So one more time, back to resilience. Pipes and Wires and Radio Waves, Trucks and Boats and Planes. That’s everything, more or less, that brings services to your doorstep. All those systems are owned, and many of them by international or foreign owners. All of them are governed, many by international or foreign treaties and standards bodies. The internet is IETF (Internet Engineering Task Force) incarnate, for example. As the bureaucratic systems tear and lose interoperating civility (a key concept) the total economic and life-support throughput of the system crashes. People get suddenly poorer - you need an artificial hip and you’re not going to get one. The young do well, the old are only as well taken care of as their family ties require, and people who can get by when things are good (the diabetic, the schizophrenic, the alcoholic) go to the wall. Many die from lack of care and comfort, usually far more than from fighting, given that Europeans do not currently hate each-other.

Resilience in short

Resilience has four phases: Detect trouble, Avoid trouble, Mitigate trouble and Recover from trouble. I’m writing now about Detecting the upcoming trouble, seeing the signs early enough to (for example) consider leaving likely conflict areas. This is harsh, harsh advice and I’m not simply suggesting picking up and fleeing, but if you’re in a vulnerable group, and you have an EU passport, perhaps now is the time to consider moving north to the extremely well-organized and disciplined countries where Winter can kill you and so people work together and plan to survive it every year, keeping them in good mindsets for handling other kinds of trouble. Minnesota Nice as they say in the US, has nothing on Finnish nice.

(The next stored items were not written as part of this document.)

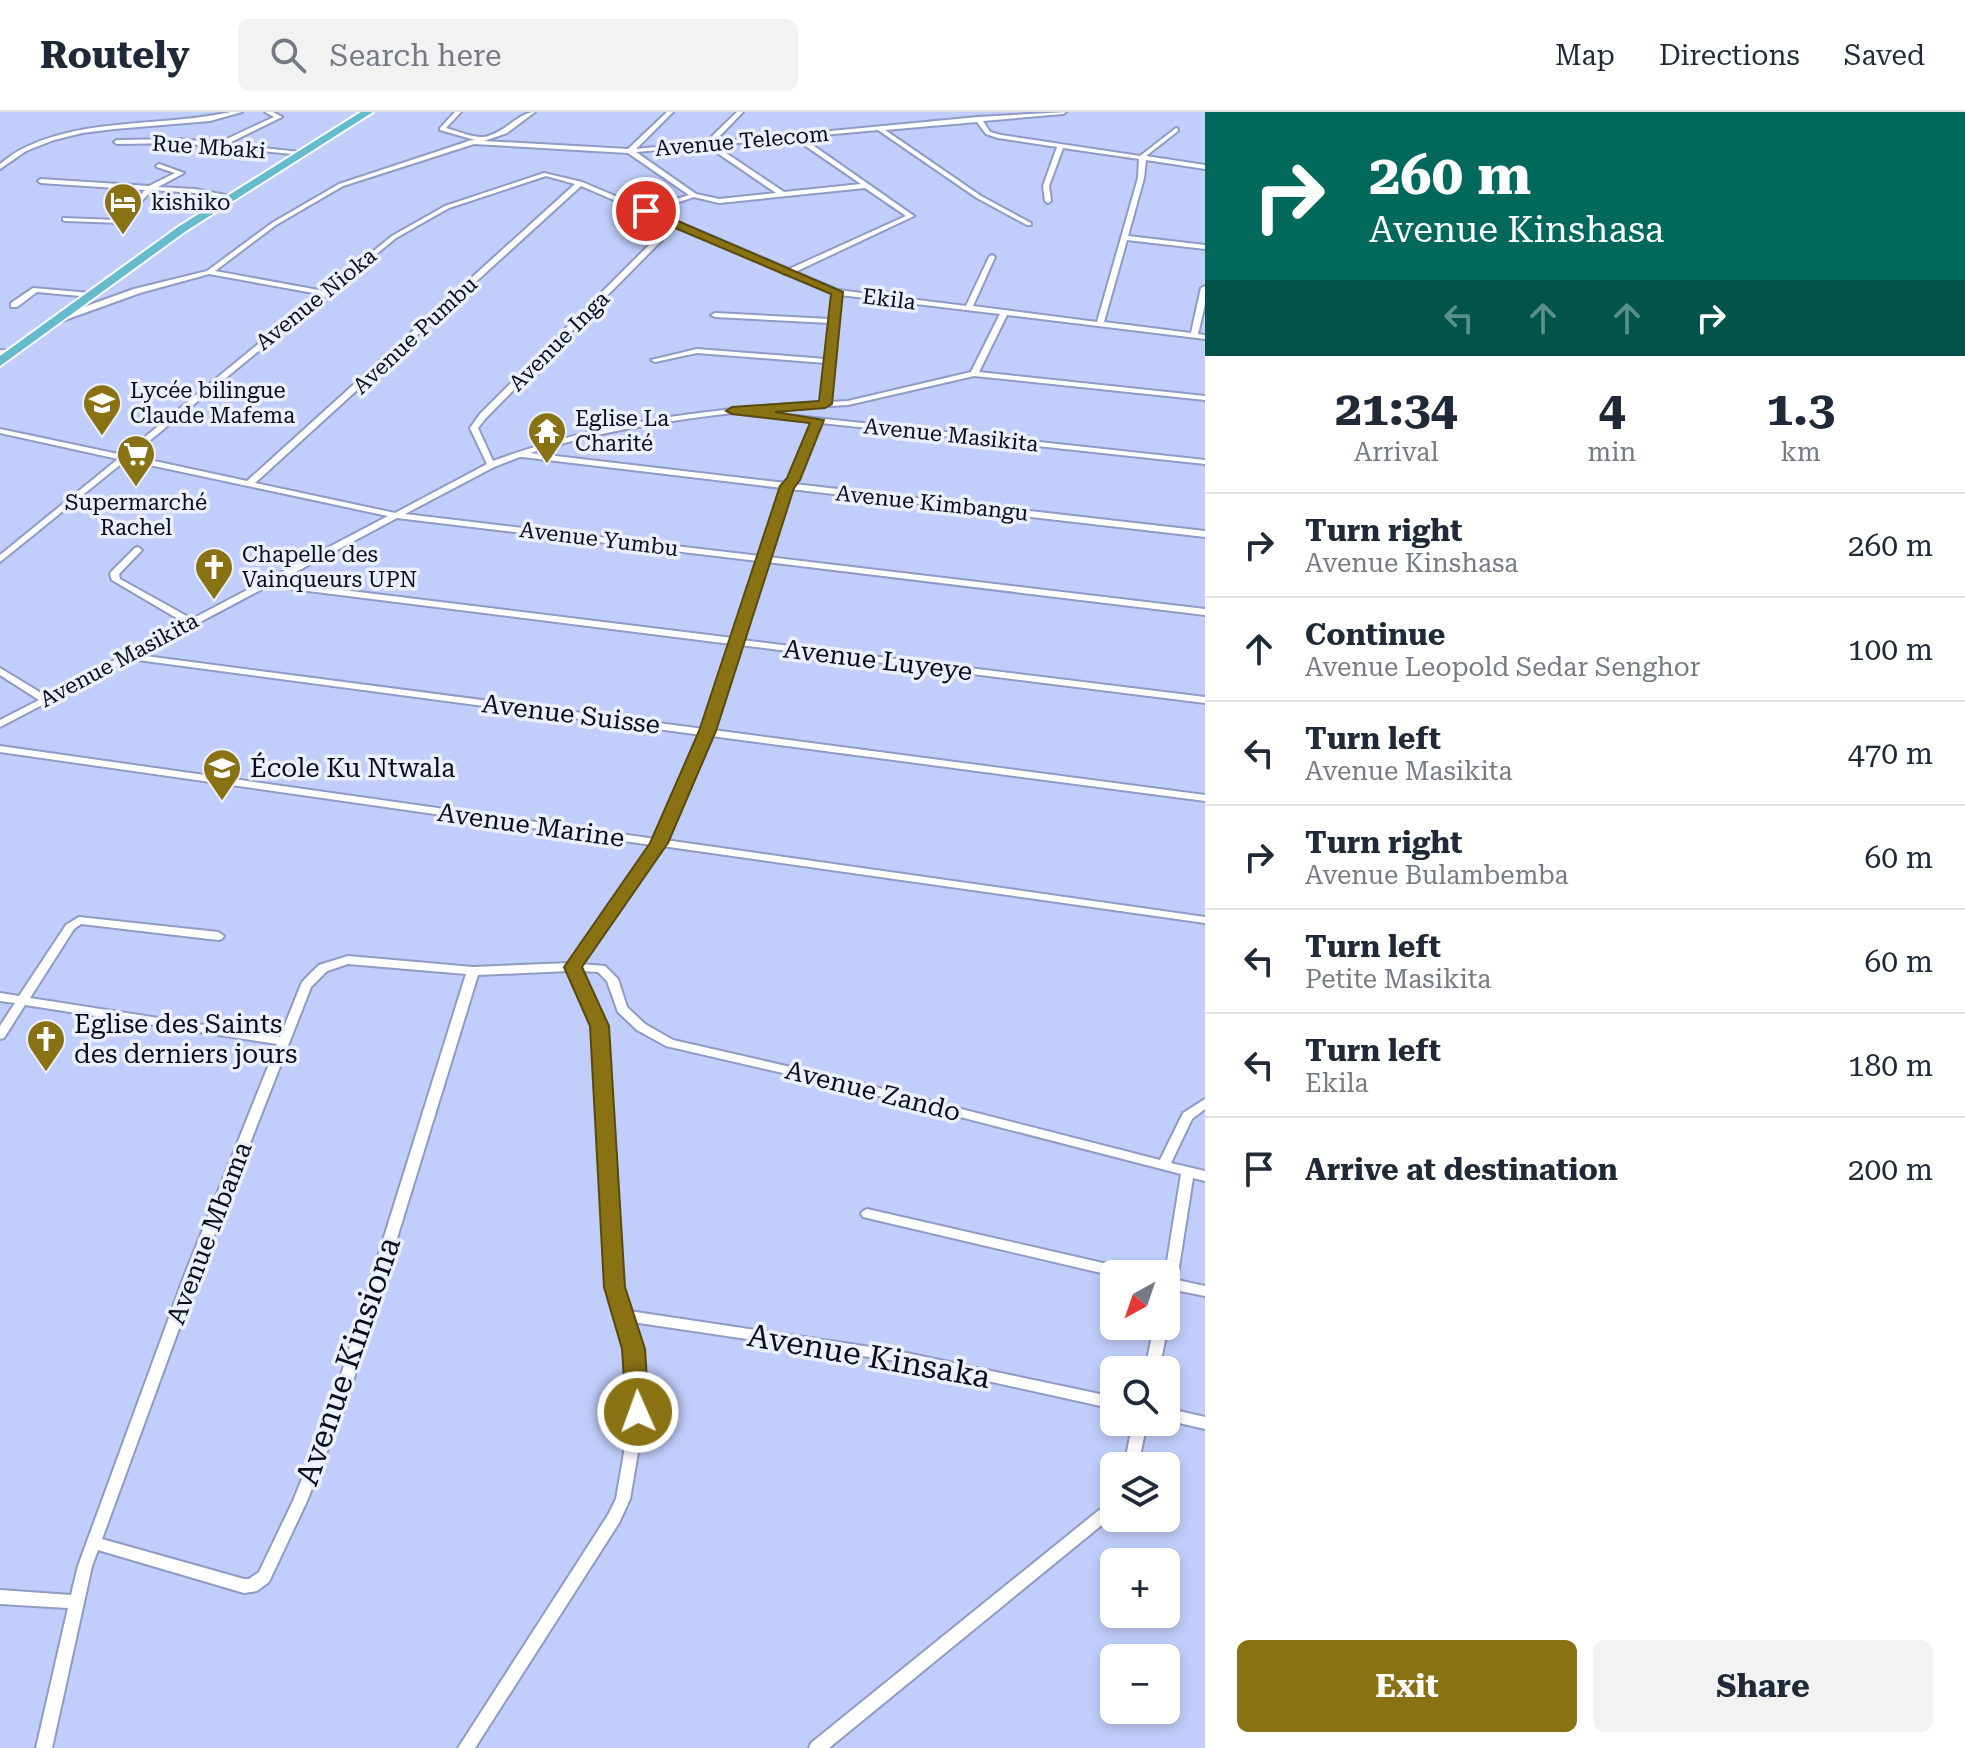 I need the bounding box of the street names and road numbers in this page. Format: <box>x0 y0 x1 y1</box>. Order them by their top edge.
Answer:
street label: Avenue Telecom <box>654 121 830 161</box>
street label: Rue Mbaki <box>151 131 267 163</box>
street label: Avenue Nioka <box>251 243 381 355</box>
street label: Avenue Pumbu <box>348 271 482 399</box>
street label: Ekila <box>861 283 917 315</box>
street label: Avenue Inga <box>504 286 614 396</box>
street label: Avenue Masikita <box>862 413 1040 457</box>
street label: Avenue Kimbangu <box>834 480 1030 526</box>
street label: Avenue Yumbu <box>518 517 680 561</box>
street label: Avenue Masikita <box>36 608 202 712</box>
street label: Avenue Luyeye <box>782 634 974 686</box>
street label: Avenue Suisse <box>480 688 662 740</box>
street label: Avenue Marine <box>436 797 626 853</box>
street label: Avenue Zando <box>782 1055 964 1127</box>
street label: Avenue Mbama <box>160 1138 258 1328</box>
street label: Avenue Kinsiona <box>288 1232 408 1490</box>
street label: Avenue Kinsaka <box>745 1316 993 1396</box> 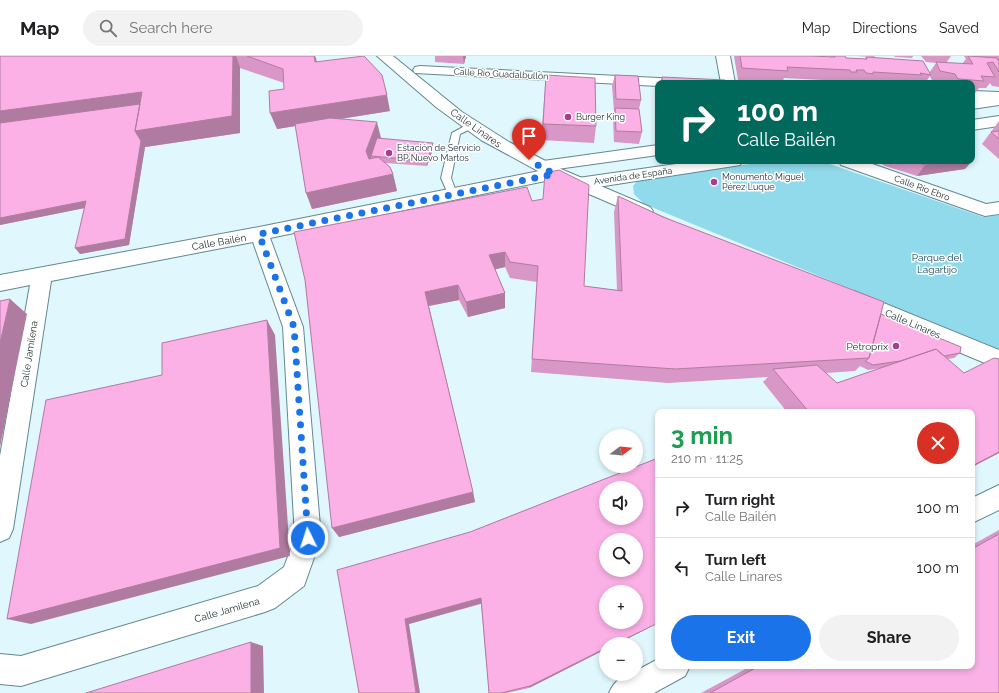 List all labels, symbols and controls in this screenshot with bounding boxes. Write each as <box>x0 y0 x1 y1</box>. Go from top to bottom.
search box <box>83 10 363 46</box>
text: Map <box>20 17 59 39</box>
icon: search <box>97 17 119 39</box>
text: Search here <box>129 19 213 37</box>
text: Map <box>802 20 830 36</box>
text: Directions <box>852 20 917 36</box>
text: Saved <box>939 20 979 36</box>
street label: Calle Río Guadalbullón <box>453 67 549 81</box>
text: 100 m <box>737 95 818 128</box>
icon: right <box>671 96 723 148</box>
street label: Calle Linares <box>448 106 504 150</box>
marker: Burger King <box>563 112 573 122</box>
place label: Burger King <box>576 112 625 122</box>
pin <box>512 119 546 160</box>
icon: arrive <box>518 125 540 147</box>
text: Calle Bailén <box>737 129 836 150</box>
place label: Estación de Servicio BP Nuevo Martos <box>397 143 481 163</box>
marker: Estación de Servicio BP Nuevo Martos <box>384 148 394 158</box>
street label: Avenida de España <box>593 166 673 186</box>
place label: Monumento Miguel Pérez Luque <box>722 172 804 192</box>
street label: Calle Río Ebro <box>893 173 951 203</box>
marker: Monumento Miguel Pérez Luque <box>709 177 719 187</box>
street label: Calle Bailén <box>191 232 247 252</box>
park label: Parque del Lagartijo <box>912 252 962 275</box>
street label: Calle Linares <box>883 307 943 341</box>
street label: Calle Jamilena <box>18 320 40 388</box>
place label: Petroprix <box>847 341 888 352</box>
marker: Petroprix <box>891 341 901 351</box>
text: 3 min <box>671 421 733 450</box>
button: close <box>917 422 959 464</box>
north arrow <box>599 429 643 473</box>
map controls <box>599 429 643 681</box>
text: 210 m · 11:25 <box>671 451 743 466</box>
button: sound <box>599 481 643 525</box>
text: Turn right <box>705 491 775 509</box>
icon: right <box>671 497 693 519</box>
text: 100 m <box>917 499 959 517</box>
text: Calle Bailén <box>705 509 776 524</box>
position arrow <box>287 517 329 559</box>
button: search <box>599 533 643 577</box>
text: Turn left <box>705 551 766 569</box>
icon: left <box>671 557 693 579</box>
text: 100 m <box>917 559 959 577</box>
text: Calle Linares <box>705 569 782 584</box>
button: + <box>599 585 643 629</box>
street label: Calle Jamilena <box>193 595 261 625</box>
button: Exit <box>671 615 811 661</box>
button: Share <box>819 615 959 661</box>
button: − <box>599 637 643 681</box> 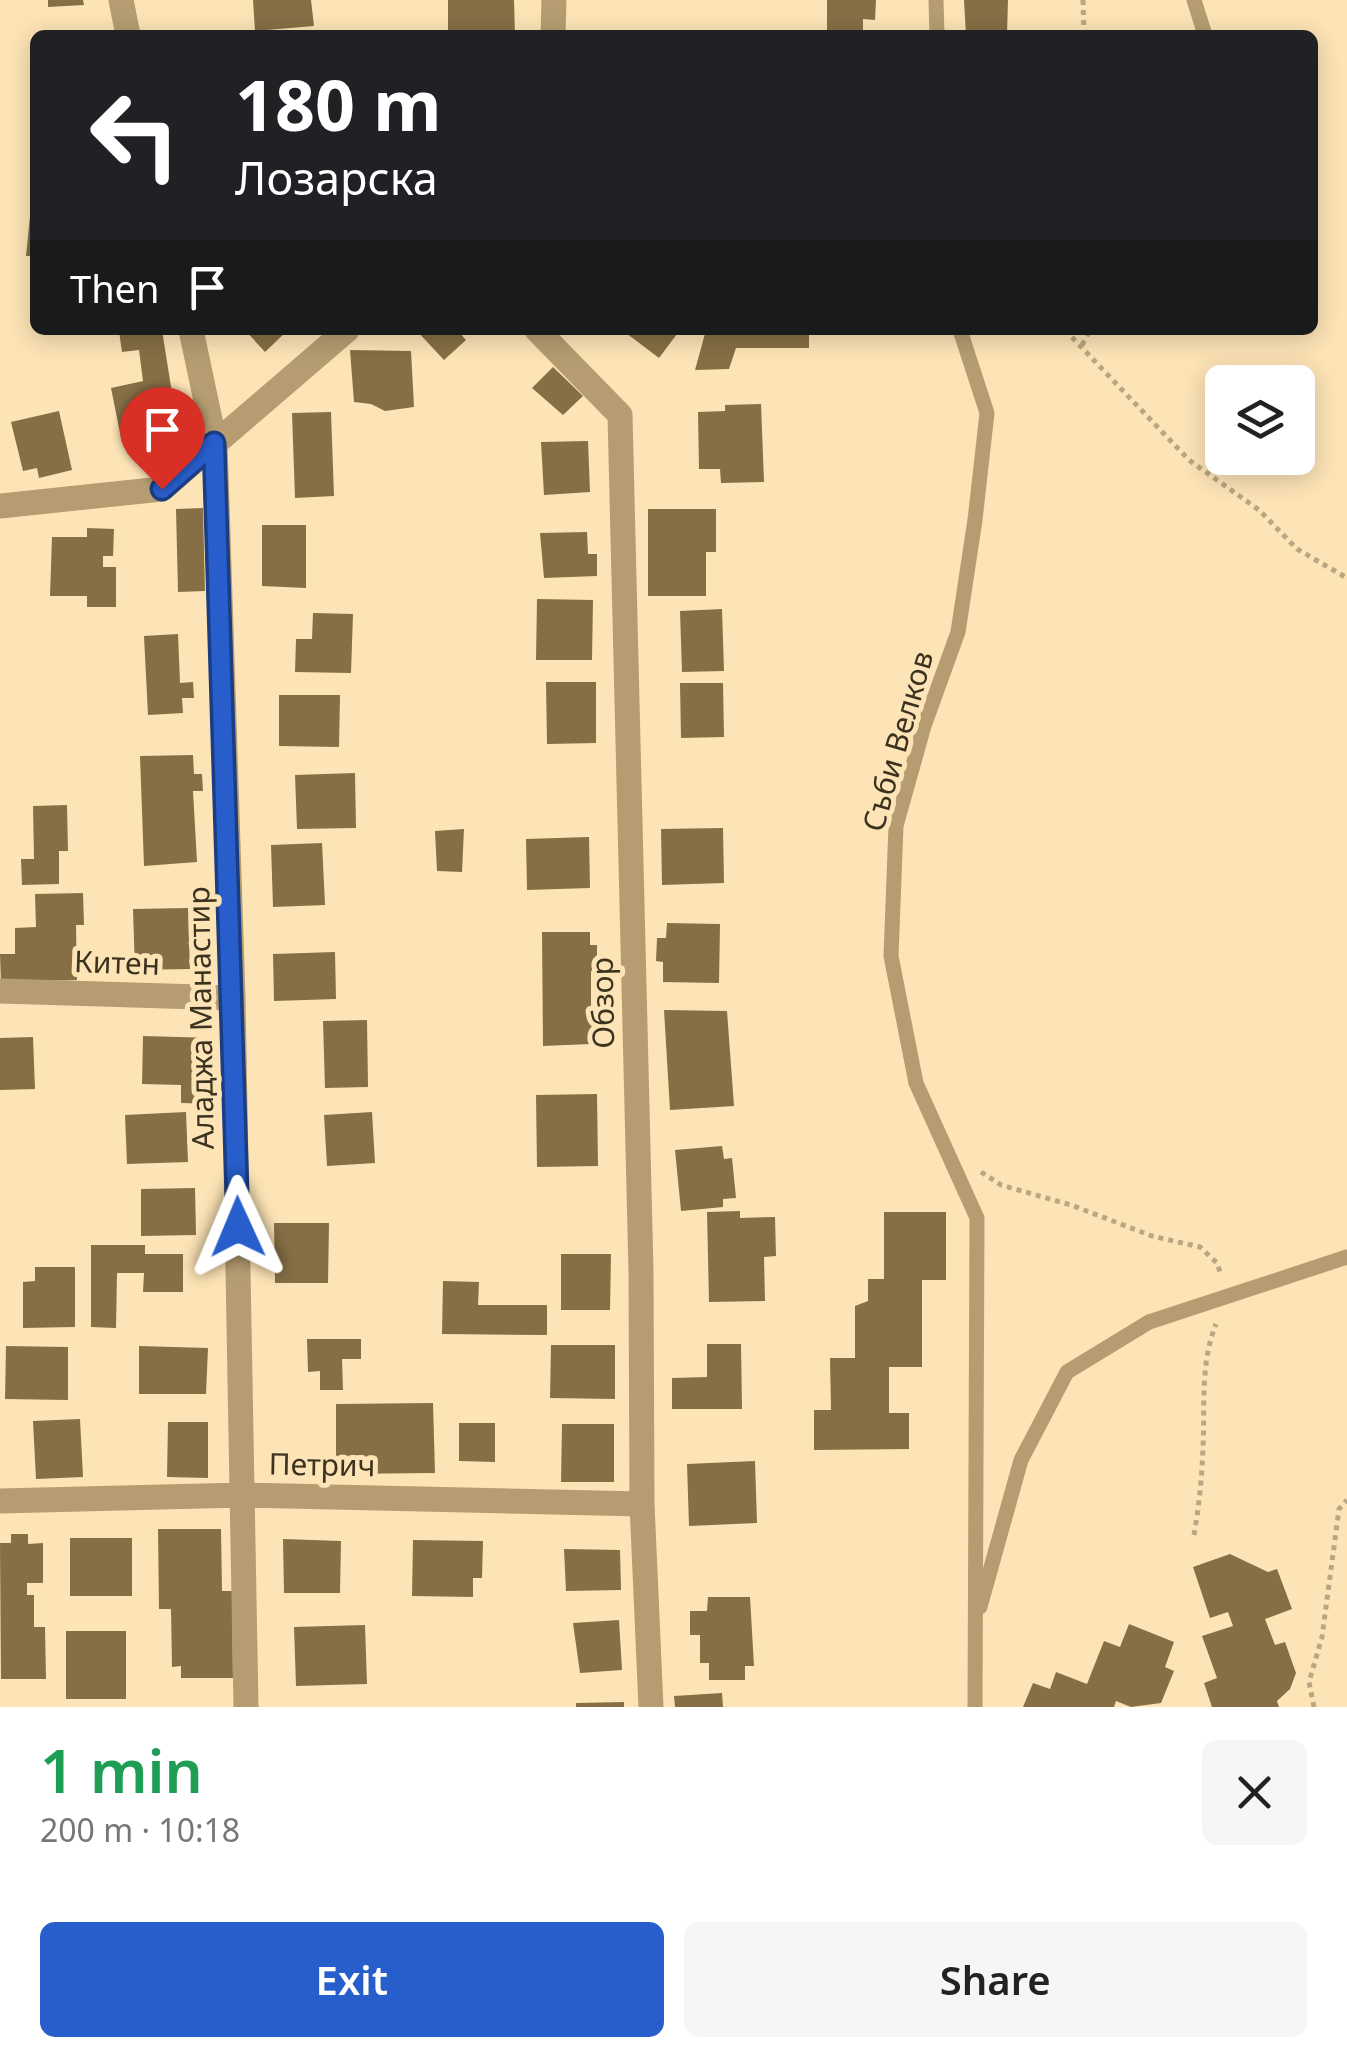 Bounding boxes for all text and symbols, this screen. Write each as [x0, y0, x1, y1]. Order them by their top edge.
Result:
text: 180 m [235, 56, 442, 152]
icon: left [70, 70, 200, 200]
text: Лозарска [235, 147, 438, 208]
icon: arrive [180, 260, 235, 315]
text: Then [70, 262, 160, 314]
map controls [1205, 365, 1315, 475]
button: layers [1205, 365, 1315, 475]
pin [120, 387, 205, 490]
icon: arrive [135, 402, 190, 457]
street label: Съби Велков [852, 646, 942, 836]
street label: Аладжа Манастир [177, 886, 223, 1150]
street label: Китен [73, 940, 161, 984]
street label: Обзор [581, 957, 623, 1049]
position arrow [186, 1175, 290, 1279]
street label: Петрич [268, 1443, 376, 1485]
text: 1 min [40, 1729, 203, 1811]
button: close [1202, 1740, 1307, 1845]
text: 200 m · 10:18 [40, 1808, 240, 1851]
button: Exit [40, 1922, 664, 2037]
button: Share [684, 1922, 1307, 2037]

So now let’s talk about Mitigate. Go buy some food. Note how long it lasts and how much it costs. Now imagine it costs five times as much, the trucks come once every three weeks, and everything is sold out in days. Now imagine that lasts for years. Ok? So go and buy a lot of food, say two person-years worth. In America that costs about $1500 if you buy in bulk at Sam’s Club and keep some capacity (energy! wood burning stove) to cook from basic supplies like beans and rice and lentils and cooking oil and flour and even wheat (grain mill.) Why? Because if you had these things, and you lived in a fairly safe area, the worst of even extremely large social upheavals (fall of the USSR, American Civil War and even WW2) basically passed you by. It’s the fragility of the supply chain and the grid that draws people into becoming actors in history - you can’t afford to eat, you don’t have a good store of food, you wind up in the black market. Risks go through the roof. Worst still, you enlist in an army to feed your family.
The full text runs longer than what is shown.